Recensione - Mega Man 11

Dopo circa trent’anni, Capcom rispolvera finalmente la sua storica mascotte, Mega Man, che fece scuola nel periodo d'oro degli action-platform a 8 e 16 bit. Abbiamo finalmente potuto provare a fondo Mega Man 11: eccovi cosa ne pensiamo!

Il Gioco

Nato nel 1987 riscuotendo un successo fuori dal comune sia in Giappone che nel resto del mondo, Mega Man non ha avuto una vita facile nell'ultimo decennio, ricevendo spesso e volentieri delle produzioni non proprio all’altezza della fama che lo precede.
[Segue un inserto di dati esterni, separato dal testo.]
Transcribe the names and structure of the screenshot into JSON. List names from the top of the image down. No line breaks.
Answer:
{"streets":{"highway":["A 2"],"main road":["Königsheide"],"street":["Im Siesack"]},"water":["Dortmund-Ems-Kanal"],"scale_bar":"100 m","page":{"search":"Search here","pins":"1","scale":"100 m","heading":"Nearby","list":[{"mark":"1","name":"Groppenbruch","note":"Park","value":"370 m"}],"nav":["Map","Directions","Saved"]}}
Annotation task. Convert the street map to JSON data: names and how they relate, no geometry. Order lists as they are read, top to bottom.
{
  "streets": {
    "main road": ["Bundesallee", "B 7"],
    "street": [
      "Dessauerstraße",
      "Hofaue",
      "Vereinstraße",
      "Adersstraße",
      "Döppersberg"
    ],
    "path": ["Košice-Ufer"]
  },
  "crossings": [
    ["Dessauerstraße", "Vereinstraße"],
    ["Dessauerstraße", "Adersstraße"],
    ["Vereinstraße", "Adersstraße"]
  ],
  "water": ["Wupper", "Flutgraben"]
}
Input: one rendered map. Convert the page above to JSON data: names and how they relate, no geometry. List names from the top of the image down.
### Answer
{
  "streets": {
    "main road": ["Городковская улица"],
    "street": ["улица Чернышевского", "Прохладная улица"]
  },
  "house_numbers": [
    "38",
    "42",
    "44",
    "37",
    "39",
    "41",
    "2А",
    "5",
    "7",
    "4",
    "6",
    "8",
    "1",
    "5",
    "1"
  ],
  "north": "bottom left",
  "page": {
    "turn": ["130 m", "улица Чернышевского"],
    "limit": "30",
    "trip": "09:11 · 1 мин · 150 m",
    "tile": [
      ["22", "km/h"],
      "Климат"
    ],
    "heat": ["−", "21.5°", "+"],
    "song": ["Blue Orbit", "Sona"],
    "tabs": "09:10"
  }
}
Con Mega Man 11 Capcom vuole però riscattarsi proponendoci un vero e proprio ritorno alle origini: infatti già dalle fasi iniziali del gioco vediamo come la narrativa sia appena abbozzata rispetto ad altri Mega Man, che invece vedevano cinematiche e filmati tra gli intermezzi. Qui abbiamo soltanto un accenno della rivalità tra il Dr Light e il Dr Wily, dove quest’ultimo anni prima aveva progettato il Double Gear, ossia uno strumento valido per potenziare i robot con due tipi di abilità: la velocità e la potenza. Il consiglio di amministrazione decise però che ai tempi non era l’idea più all’avanguardia, così negli anni a venire Wily progettò la sua vendetta. Troviamo quindi oggi il Dr Light a lavoro su alcuni robot mentre irrompe nel laboratorio proprio Wily, che grazie ad un nuovo congegno riesce a rapire e riprogrammare tutti i robot del suo rivale. E' questo il momento in cui entriamo in scena noi, ovvero Mega Man, con l’obiettivo di salvare il mondo e recuperare gli otto Robot Master del Dr Light proprio sfruttando il Double Gear sviluppato da Wily anni prima. E qui inizia l’avventura di Mega Man 11, facendo appunto affidamento ad un incipit narrativo non tra i più brillanti e originali, ma utile per dare maggior spazio al gameplay di gioco, su cui si sono fatti i principali sforzi.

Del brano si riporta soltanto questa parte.